(Data for this task Opens)

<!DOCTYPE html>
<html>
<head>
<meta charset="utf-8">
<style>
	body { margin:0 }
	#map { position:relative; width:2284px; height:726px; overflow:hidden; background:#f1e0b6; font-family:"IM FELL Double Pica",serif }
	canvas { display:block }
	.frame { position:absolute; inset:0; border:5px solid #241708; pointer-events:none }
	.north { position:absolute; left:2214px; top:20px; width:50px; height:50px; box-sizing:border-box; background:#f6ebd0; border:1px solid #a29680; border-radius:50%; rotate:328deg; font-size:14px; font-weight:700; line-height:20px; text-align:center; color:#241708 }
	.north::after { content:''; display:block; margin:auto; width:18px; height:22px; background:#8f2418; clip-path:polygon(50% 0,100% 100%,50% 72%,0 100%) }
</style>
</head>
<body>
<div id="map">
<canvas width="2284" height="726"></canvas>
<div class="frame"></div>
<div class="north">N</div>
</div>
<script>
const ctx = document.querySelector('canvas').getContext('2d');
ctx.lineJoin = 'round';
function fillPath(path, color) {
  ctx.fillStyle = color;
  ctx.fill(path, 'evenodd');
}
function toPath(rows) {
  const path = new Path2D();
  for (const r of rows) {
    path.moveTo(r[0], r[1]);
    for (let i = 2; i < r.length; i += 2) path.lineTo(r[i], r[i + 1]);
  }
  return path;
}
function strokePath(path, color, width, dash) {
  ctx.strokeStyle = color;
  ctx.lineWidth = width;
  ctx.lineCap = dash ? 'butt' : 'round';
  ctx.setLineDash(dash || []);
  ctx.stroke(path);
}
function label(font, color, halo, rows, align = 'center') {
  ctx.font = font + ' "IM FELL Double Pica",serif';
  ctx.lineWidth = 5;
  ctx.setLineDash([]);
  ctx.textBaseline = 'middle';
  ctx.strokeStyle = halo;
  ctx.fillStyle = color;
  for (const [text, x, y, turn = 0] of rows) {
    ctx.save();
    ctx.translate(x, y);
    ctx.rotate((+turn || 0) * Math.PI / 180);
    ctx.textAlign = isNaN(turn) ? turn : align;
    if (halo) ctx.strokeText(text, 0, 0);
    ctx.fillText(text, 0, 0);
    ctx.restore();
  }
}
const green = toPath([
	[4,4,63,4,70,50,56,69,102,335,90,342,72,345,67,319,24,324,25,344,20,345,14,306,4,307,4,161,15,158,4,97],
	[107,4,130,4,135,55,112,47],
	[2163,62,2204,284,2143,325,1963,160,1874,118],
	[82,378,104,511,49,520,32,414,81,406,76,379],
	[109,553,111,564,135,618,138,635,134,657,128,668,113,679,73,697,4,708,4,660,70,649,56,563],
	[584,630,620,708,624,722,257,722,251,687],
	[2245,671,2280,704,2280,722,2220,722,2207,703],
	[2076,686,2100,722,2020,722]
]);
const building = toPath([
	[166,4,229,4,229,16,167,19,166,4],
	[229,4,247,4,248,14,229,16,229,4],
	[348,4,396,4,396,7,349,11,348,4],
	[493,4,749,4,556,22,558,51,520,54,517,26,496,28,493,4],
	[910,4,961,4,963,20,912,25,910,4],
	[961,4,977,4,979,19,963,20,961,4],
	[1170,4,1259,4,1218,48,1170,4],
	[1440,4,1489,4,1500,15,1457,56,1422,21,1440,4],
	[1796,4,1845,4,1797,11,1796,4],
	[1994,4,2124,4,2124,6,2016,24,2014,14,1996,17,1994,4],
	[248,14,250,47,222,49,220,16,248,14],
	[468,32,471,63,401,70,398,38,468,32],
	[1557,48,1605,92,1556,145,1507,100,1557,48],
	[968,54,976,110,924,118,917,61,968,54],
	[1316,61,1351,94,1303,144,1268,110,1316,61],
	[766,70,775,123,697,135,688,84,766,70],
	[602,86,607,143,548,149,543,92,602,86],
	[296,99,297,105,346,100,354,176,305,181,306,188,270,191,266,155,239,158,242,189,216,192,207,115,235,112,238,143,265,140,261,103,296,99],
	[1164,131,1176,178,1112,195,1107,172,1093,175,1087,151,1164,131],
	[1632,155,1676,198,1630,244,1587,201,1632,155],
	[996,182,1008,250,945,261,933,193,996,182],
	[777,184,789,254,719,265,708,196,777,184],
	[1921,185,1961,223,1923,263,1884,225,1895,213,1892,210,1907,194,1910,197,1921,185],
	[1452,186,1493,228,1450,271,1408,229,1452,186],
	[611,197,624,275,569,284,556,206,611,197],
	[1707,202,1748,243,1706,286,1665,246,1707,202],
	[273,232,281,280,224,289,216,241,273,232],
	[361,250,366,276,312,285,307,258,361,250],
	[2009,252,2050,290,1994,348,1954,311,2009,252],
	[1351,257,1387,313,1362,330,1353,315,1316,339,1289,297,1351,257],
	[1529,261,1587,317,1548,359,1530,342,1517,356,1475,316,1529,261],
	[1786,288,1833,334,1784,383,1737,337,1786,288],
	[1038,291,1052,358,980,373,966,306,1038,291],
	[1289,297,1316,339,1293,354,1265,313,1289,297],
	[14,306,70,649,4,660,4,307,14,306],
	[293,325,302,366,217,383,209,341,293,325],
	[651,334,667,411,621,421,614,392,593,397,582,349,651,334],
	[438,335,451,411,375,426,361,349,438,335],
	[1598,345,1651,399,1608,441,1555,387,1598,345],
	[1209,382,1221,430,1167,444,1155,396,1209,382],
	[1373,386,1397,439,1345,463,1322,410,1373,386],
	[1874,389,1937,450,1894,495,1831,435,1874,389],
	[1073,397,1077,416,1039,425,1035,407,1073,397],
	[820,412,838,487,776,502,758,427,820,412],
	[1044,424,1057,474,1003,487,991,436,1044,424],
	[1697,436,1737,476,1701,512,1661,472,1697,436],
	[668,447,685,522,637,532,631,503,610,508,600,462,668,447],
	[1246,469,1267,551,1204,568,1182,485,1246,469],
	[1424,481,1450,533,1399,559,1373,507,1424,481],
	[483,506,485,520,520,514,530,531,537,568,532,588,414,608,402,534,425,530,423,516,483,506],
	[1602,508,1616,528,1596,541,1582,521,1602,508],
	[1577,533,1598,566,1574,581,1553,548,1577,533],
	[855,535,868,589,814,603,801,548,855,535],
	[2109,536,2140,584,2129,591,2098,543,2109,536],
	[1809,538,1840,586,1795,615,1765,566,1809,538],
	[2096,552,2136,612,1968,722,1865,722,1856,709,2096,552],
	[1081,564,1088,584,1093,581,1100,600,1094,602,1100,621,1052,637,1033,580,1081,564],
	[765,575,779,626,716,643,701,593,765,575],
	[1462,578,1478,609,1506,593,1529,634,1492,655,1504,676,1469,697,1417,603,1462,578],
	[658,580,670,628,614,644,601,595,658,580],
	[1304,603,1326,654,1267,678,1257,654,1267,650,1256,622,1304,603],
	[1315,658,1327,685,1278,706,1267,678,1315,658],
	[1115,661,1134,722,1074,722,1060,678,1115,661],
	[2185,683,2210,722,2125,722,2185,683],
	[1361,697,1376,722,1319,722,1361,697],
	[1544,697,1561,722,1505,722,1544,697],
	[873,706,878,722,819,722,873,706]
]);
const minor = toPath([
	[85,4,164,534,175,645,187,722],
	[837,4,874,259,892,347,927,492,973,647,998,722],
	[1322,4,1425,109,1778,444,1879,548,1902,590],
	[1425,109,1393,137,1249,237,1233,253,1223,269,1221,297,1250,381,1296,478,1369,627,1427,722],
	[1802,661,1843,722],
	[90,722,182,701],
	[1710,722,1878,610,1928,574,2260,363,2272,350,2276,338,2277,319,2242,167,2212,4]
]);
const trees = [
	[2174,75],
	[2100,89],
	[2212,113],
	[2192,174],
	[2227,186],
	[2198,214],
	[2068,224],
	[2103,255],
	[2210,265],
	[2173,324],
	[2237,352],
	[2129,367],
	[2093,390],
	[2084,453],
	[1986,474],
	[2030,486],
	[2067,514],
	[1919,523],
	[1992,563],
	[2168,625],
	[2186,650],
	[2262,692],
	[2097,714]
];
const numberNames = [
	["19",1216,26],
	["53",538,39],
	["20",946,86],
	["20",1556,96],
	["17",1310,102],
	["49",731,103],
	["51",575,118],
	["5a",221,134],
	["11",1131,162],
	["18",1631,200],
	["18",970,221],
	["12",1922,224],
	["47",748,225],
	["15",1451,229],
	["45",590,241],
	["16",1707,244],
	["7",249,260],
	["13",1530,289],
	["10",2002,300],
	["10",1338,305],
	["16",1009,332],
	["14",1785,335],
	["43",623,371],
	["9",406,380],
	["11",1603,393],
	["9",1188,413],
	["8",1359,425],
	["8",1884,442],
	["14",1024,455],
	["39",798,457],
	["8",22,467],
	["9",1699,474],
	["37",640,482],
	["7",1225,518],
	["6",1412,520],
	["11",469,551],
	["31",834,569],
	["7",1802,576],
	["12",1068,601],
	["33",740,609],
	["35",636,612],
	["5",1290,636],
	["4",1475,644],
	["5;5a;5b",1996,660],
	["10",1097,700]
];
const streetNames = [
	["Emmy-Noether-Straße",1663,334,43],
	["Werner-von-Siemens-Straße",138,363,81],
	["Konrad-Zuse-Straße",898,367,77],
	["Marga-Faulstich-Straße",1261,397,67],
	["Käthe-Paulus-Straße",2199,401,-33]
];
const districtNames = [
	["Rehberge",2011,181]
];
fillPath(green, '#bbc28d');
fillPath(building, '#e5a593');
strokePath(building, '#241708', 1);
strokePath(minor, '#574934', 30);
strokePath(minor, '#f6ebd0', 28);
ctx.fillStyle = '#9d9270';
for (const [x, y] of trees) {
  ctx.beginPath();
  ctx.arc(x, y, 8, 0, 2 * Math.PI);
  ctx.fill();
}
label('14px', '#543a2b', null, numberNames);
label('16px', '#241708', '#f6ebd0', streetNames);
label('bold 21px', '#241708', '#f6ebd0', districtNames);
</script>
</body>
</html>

(Data for this task Closes)

■ How to complete this task
Would you output, from the records above, exactly the run of lines that starts at the line containing "function fillPath(path, color)" and ends at the line containing "ctx.setLineDash(dash || []);", and only that run?

■ Expected output
function fillPath(path, color) {
  ctx.fillStyle = color;
  ctx.fill(path, 'evenodd');
}
function toPath(rows) {
  const path = new Path2D();
  for (const r of rows) {
    path.moveTo(r[0], r[1]);
    for (let i = 2; i < r.length; i += 2) path.lineTo(r[i], r[i + 1]);
  }
  return path;
}
function strokePath(path, color, width, dash) {
  ctx.strokeStyle = color;
  ctx.lineWidth = width;
  ctx.lineCap = dash ? 'butt' : 'round';
  ctx.setLineDash(dash || []);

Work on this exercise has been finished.